[scald=109587:sdl_editor_representation]MONTPELLIER, Hérault (Reuters) - Nicolas Sarkozy s'est engagé jeudi à négocier auprès de la Commission européenne un allègement des charges pour les agriculteurs, au cours du congrès annuel de la Fédération nationale des syndicats d'exploitants agricoles (FNSEA).

Comme six autres candidats à l'élection présidentielle en France, Nicolas Sarkozy a exprimé devant le monde agricole ses priorités pour le secteur et a annoncé des mesures en faveur du stockage de l'eau, alors que pourrait démarrer en France une nouvelle période de sécheresse plus précoce que celle de 2011.

"Reste la question de l'allègement des charges sur l'agriculteur lui-même, je vais prendre un engagement devant vous: si on arrive à convaincre la Commission européenne que ce n'est pas une aide sectorielle, nous le ferons", a dit Nicolas Sarkozy, devant un parterre de 1.500 agriculteurs réunis au Palais des congrès de Montpellier.

Après avoir quasiment supprimé les charges sur les emplois saisonniers agricoles, Nicolas Sarkozy avait estimé en janvier que la baisse des charges sur les salariés agricoles était inévitable, lors de ses voeux à la France rurale.

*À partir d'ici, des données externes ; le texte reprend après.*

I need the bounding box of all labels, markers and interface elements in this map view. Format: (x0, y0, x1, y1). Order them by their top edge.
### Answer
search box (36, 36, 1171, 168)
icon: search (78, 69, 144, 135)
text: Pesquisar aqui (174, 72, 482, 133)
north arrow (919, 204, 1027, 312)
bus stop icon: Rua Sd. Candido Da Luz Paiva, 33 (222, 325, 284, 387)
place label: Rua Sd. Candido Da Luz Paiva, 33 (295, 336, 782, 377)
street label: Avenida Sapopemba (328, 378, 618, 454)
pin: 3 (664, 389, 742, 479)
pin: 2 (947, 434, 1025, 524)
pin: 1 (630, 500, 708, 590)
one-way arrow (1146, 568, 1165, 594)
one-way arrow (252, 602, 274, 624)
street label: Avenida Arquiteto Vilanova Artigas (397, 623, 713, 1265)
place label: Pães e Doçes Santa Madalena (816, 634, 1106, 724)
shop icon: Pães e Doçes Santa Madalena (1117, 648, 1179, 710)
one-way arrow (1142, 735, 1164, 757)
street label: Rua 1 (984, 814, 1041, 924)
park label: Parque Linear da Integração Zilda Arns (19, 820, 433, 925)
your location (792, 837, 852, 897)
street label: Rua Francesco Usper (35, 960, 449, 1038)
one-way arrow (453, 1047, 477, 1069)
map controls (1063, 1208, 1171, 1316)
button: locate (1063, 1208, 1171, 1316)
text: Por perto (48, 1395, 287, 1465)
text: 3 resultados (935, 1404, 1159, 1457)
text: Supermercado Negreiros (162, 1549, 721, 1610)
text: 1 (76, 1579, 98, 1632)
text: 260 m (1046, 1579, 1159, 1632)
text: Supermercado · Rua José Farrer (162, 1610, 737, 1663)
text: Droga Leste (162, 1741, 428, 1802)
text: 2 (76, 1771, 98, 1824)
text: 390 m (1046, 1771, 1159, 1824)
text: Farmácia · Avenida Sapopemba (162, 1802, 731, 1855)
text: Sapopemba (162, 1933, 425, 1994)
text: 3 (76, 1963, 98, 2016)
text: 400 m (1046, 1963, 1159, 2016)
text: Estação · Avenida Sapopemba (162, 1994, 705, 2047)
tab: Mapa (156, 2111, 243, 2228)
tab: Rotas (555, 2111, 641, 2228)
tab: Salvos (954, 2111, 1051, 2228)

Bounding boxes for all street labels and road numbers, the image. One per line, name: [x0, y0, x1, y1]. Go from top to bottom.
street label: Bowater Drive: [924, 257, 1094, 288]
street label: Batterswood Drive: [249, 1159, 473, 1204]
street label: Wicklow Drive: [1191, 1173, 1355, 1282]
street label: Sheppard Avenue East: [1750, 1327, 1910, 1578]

L'agriculture française représente environ un million d'emplois et a été confrontée récemment à plusieurs crises, notamment, en 2009 après la crise financière puis en 2011 lors de la sécheresse.

Tandis que 80% des nappes phréatiques françaises observent un niveau inférieur à la normale en mars, fin de leur période de rechargement, et qu'une nouvelle sécheresse se prépare peut-être, Nicolas Sarkozy a annoncé la publication dans les prochains jours d'un décret pour faciliter jusqu'à un certain seuil la constitution de retenues d'eau par les agriculteurs.

"Je viens de décider que pour les retenues collinaires jusqu'à 350.000 m3 d'eau, il faudra juste une déclaration donc les recours seront interdits, vous pourrez le faire", a-t-il dit, confirmant une proposition faite au mois de juin 2011, en pleine période de sécheresse.

La cote de popularité du président sortant, entachée auprès du monde rural par le Grenelle de l'Environnement, a diminué par rapport à 2007, où 51% des agriculteurs avaient voté pour lui au 1er tour. Il n'a d'ailleurs pas évoqué certains objectifs du Grenelle, comme la réduction de 50% de l'usage des pesticides.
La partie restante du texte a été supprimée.